Das Amalie Sieveking Krankenhaus in Volksdorf freut sich über Atemschutzmasken-Spende

Amalie Sieveking Krankenhaus in Volksdorf: Stephan von Bülow, Jörn Schomaker, Sabrina Auder, Sascha Altendorf bei AtemmaskenspendeStephan von Bülow (Vorsitzender der Geschäftsführung der Block Gruppe), Jörn Schomaker (Hygienefachkraft), Sabrina Auer (Referentin der Pflegedirektion), Sascha Altendorf (Geschäftsführer des Ev. Amalie Sieveking Krankenhaus) von links Bild: Block Gruppe

Die Block Gruppe spendet 800 FFP3-Atemschutzmasken für das Ev. Amalie Sieveking Krankenhaus in Volksdorf

Atemschutzmasken sind zum Glück noch nicht so kostbar wie Gold, doch immer noch Mangelware und heiß begehrt. Während der Corona-Krise sind Atemmasken mit den Filterfunktion (FFP2 und FFP3) unverzichtbar für alle Tätigen in Gesundheitsberufen.

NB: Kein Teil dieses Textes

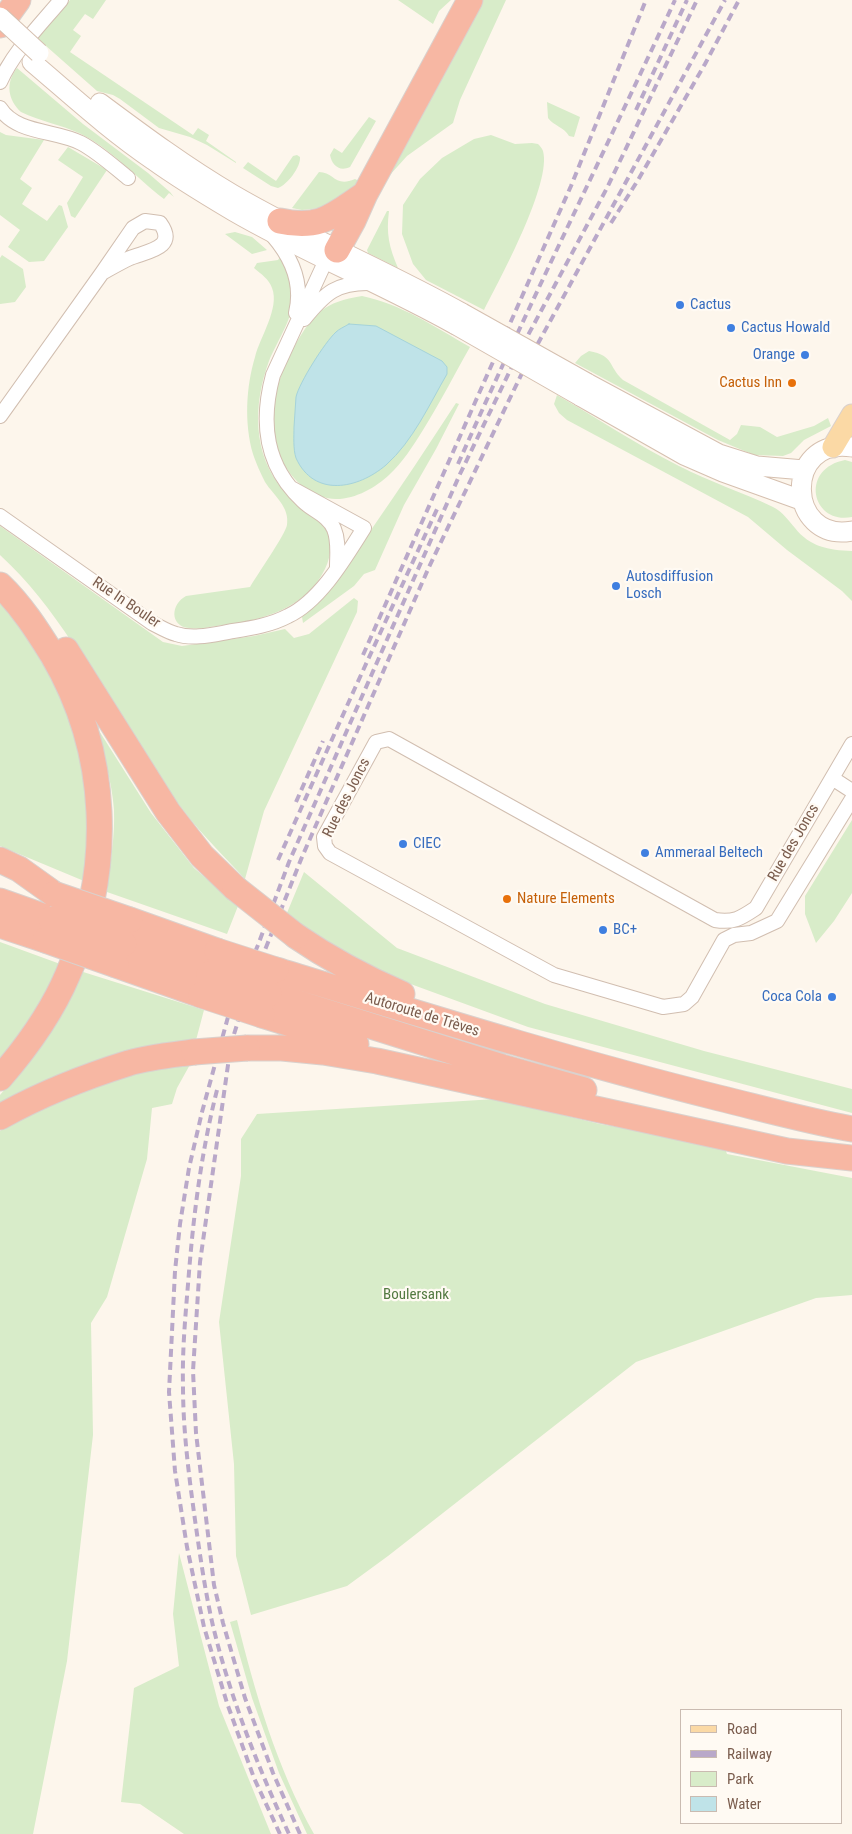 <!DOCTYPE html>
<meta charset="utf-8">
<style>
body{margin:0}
#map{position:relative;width:852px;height:1834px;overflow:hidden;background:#fdf6ec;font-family:"Roboto Condensed",sans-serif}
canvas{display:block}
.legend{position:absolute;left:680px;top:1709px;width:162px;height:115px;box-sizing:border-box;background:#fffaf3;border:1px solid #cabbb1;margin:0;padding:6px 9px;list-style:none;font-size:15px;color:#7a5c4d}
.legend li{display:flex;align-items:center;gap:10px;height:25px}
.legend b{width:25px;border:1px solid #cabbb1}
</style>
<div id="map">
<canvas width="852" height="1834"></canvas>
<ul class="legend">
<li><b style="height:6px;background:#fbd9a5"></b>Road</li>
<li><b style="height:6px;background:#b9a8c9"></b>Railway</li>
<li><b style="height:14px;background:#d8ecc9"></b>Park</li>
<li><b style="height:14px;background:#bfe3e8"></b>Water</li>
</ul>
</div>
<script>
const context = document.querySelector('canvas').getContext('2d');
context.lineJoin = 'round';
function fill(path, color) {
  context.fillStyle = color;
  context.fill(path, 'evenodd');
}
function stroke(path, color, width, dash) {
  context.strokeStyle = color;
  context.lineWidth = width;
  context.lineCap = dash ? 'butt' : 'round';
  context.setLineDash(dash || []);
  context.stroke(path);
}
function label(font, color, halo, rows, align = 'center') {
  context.font = font + ' "Roboto Condensed",sans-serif';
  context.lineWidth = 4.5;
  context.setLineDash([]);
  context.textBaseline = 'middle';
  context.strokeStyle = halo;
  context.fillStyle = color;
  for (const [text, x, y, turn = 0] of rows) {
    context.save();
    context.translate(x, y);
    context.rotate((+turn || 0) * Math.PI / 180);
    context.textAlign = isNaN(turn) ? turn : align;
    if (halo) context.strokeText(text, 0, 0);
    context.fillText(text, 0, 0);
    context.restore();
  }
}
const green = new Path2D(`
 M70,0H106L93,19L85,14L73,30L81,36L70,52L193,135L198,128L209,135L206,141L236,162V163L207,145L190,137L159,128L120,99L113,95L97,91L37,38Z
 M398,0H451L439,11L433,24Z
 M478,0H506L460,100L453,123L407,156L389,176Z
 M17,68L83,124L148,173L170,192L174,197L169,193L164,199C136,178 112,149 79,133C61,125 40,121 21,112C8,100 5,83 17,68Z
 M547,102L580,117L574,137L569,136C564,127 554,126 548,118Z
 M369,117L376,121L350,167C339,172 332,165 330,155L334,148L342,153Z
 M0,132L6,135L44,140L20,179L32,188L22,204L47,221L59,205L62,206L68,227L44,261L29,262L8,247L20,230L0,215Z
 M491,135L515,144L532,143L538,144C540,146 542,148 543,151C552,183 500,279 484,310L426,280L413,264L402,234L403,205L420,179L442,158L474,139Z
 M68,147L107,170L75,218L71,216L67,203L83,177L58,160Z
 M297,155L300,157C301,167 287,185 278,188L271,186L243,168L248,162L276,181L293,156Z
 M319,172C334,172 335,188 355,179L359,181L355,189L321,208L302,210L292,208Z
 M387,211H389C386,234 389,247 398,268L368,253L367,250Z
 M235,232L252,237L267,250L252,254L225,234Z
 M2,255L23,269L26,287L15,302L0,304V258Z
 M280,257L283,261C287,270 292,280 293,290C296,315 278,339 269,361C253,404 252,455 284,491C296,504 311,514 324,525C333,539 332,554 325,569C306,608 264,620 223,625C213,626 200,630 189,628C169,626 171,604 186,596L250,587C257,575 285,535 287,525C290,507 274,496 265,482C261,474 256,463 253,454C244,423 246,387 255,357C260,337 280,308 272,288C269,279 261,274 254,268L257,263L278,260Z
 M362,296C401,304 435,327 470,347C454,375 440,403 423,430C413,446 403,462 389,475C374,489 349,503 327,498C298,492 276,461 274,432C271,402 280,371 295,345C314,313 324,302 362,296Z
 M589,351C615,356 607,365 623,380L730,440L737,434L741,425L760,427L777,437L814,426L828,418L831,426L804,440L791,453L783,456L754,455L718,440L575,363L581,356Z
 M557,395C597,418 637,445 679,466C710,482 742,492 773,507C783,512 788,520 795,528C810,547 828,550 852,551V601L842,591L787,550L748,517L567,420L559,413L554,404Z
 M456,403L459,404L436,449L404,505L375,570L364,574L354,586L303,623L302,617C330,592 349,561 371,530C400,488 428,446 456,403Z
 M845,460L852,462V517C812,525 799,469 845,460Z
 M0,526L163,642L182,646L254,636L285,629L294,638L309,634L354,598L358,601L357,612L264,811L245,879C225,857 202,835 184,811C166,789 149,764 133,740C94,678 55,605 0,555Z
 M0,602C48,649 78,724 87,789C92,819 87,851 84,881L0,846Z
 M96,726L151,813L194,868L238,906L227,934L107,892C110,865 115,837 114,810C112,781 103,754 96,726Z
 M852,820V893L834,921L816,943L805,914V896Z
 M304,872L397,948L545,1004L704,1051L852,1089V1113L528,1027L356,964L284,920Z
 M0,942L63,965L41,1007L0,1064Z
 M80,971L204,1010L195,1044L0,1107V1095L28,1062Z
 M192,1061L177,1088L172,1104L152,1108L147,1159L107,1297L91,1323L93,1435L67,1661L33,1834H0V1131L10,1123L118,1076Z
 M495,1099L600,1124L724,1146L727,1154L852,1178V1295L816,1298L636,1362L388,1556L347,1586L251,1615L236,1556L234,1464L219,1322L241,1176V1139L257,1114Z
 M179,1553L219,1706L271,1834H184L140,1804L121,1802L134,1688L179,1666L173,1614Z
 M237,1620C255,1693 277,1768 314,1834H307L279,1773L252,1698L230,1622Z`);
const water = new Path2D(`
 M349,324L376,326L442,361L447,367V374C429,405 413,441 386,465C358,489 314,498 296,458C293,449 294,436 294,427C295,417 295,407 296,397C299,383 325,342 336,332C339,329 344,327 349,324Z`);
const minor = new Path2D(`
 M0,82C14,51 40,25 61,0
 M0,108C16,134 56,130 81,143C98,152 113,166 128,178
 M273,236C292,258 303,284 296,313
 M326,260L273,375C260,423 265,466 303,501C313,511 328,515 334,529C339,541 337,554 337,567
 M304,319C325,293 337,282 371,283
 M0,416L102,273L133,228L145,221L160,223C178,248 148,251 130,258C121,262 111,268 102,273
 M0,516L152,623C160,627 168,632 176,634C194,640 215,634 233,631C252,628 271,625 288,616C320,601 345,558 364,528L291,488
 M852,744L756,908C741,918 734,923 715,920L389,739L376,742L324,837L325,846L330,853L554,975L663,1007L684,1004L692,997L724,940L734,935L751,933L777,921L852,799
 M832,778L852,791`);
const secondary = new Path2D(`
 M32,62C71,95 110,131 153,160C178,178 206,195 233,211C305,253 383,284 456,325
 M100,103C143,135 186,167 232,194C307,238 387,271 462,313
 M587,383L719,454L757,466L804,470
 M580,396L684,455L723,472L801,500
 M852,447C783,436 786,543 852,531`);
const primary = new Path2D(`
 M833,447L852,415`);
const motorway = new Path2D(`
 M0,25L18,0
 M280,221C321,230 333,215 365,194
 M337,250L353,221L365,194L470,0
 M0,585C21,605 37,630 52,654C110,752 114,870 68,974C52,1012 27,1047 0,1078
 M66,650L168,812L202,856L235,888
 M0,860L19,869L54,894
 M0,901L51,919
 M130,920L217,951
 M0,925L45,940
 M296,936C331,960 363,977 402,994
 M124,944L209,974
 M116,965L201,995
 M276,970C423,1015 570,1061 719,1098C764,1109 807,1121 852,1129
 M269,994L502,1067L584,1090
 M262,1015L356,1044
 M247,1048H282L323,1052L377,1061L787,1151L852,1158
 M0,1117C41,1094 84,1077 129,1063C150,1057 172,1055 194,1052`);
const rail = new Path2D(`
 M636,110L687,0
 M611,223L638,180L705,64L739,0
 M458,464C527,308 603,155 675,0
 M363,655L571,186L646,0
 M296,802L323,741
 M278,860L355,688L438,507
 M217,1090C202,1149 194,1210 189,1272C186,1310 182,1348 183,1386C183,1431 189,1476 195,1520C200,1555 205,1591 213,1626C230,1697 258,1767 289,1834
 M280,1834L254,1778L227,1703L204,1627L187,1547L175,1471L169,1392L175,1271L180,1224L189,1168L202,1112L228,1017L258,945L289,862L460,474L519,352L607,188L697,0
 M300,1834L273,1773L245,1698L223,1623L214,1585L196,1433L193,1371L200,1262L231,1044L243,1005L302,857L429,567L523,371L725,0`);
const secondaryBridge = new Path2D(`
 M0,17L39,53
 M462,313L587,383
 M456,325L580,396`);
const motorwayBridge = new Path2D(`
 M235,888L296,936
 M54,894L130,920
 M51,919L124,944
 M45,940L116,965
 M217,951L276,970
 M209,974L269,994
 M201,995L262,1015
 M194,1052L247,1048`);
const markers = [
 [680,305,5,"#3f7fe0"],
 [731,328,5,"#3f7fe0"],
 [805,355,5,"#3f7fe0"],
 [792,383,5,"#e8710a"],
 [616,586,5,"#3f7fe0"],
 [403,844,5,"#3f7fe0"],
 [645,853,5,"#3f7fe0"],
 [507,899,5,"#e8710a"],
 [603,930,5,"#3f7fe0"],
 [832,997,5,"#3f7fe0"]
];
const shopNames = [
 ["Cactus",690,305],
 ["Cactus Howald",741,328],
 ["Orange",795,355,"right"],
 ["Autosdiffusion",626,577],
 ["Losch",626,594],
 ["CIEC",413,844],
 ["Ammeraal Beltech",655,853],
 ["BC+",613,930],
 ["Coca Cola",822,997,"right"]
];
const foodNames = [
 ["Cactus Inn",782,383],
 ["Nature Elements",517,899,"left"]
];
const streetNames = [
 ["Rue In Bouler",126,603,34],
 ["Rue des Joncs",347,798,-63],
 ["Rue des Joncs",794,843,-60],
 ["Autoroute de Trèves",422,1015,17]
];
const parkNames = [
 ["Boulersank",416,1295]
];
fill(green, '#d8ecc9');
fill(water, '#bfe3e8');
stroke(water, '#a5d3da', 1);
stroke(minor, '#d1beb0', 16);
stroke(secondary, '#d6c0b0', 21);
stroke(primary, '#dad1cd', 23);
stroke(motorway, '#dad1cd', 27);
stroke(minor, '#fff', 14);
stroke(secondary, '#fff', 19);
stroke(primary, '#fbd9a5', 21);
stroke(motorway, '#f7b7a3', 25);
stroke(rail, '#b9a8c9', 4, [8, 5]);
stroke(secondaryBridge, '#d6c0b0', 21, []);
stroke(motorwayBridge, '#dad1cd', 27, []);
stroke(secondaryBridge, '#fff', 19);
stroke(motorwayBridge, '#f7b7a3', 25);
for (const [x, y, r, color] of markers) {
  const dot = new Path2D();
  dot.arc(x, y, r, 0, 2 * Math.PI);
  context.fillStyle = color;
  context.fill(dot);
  stroke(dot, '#fffaf3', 2);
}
label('15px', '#366cbe', '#fffaf3', shopNames, 'left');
label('15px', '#c56008', '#fffaf3', foodNames, 'right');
label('15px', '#7a5c4d', '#fffaf3', streetNames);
label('15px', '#537a41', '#fffaf3', parkNames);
</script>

Doch in einer Zeit, in der Gendersprache für Behörden scheinbar wichtiger als Vorsorge oder Katastrophenschutz war, wurde die Bevorratung mit diesem ‚Cent-Artikel‘ vernachlässigt. Jetzt müssen alle Bestände, um die Beschäftigten und Patienten zu schützen, mobilisiert werden.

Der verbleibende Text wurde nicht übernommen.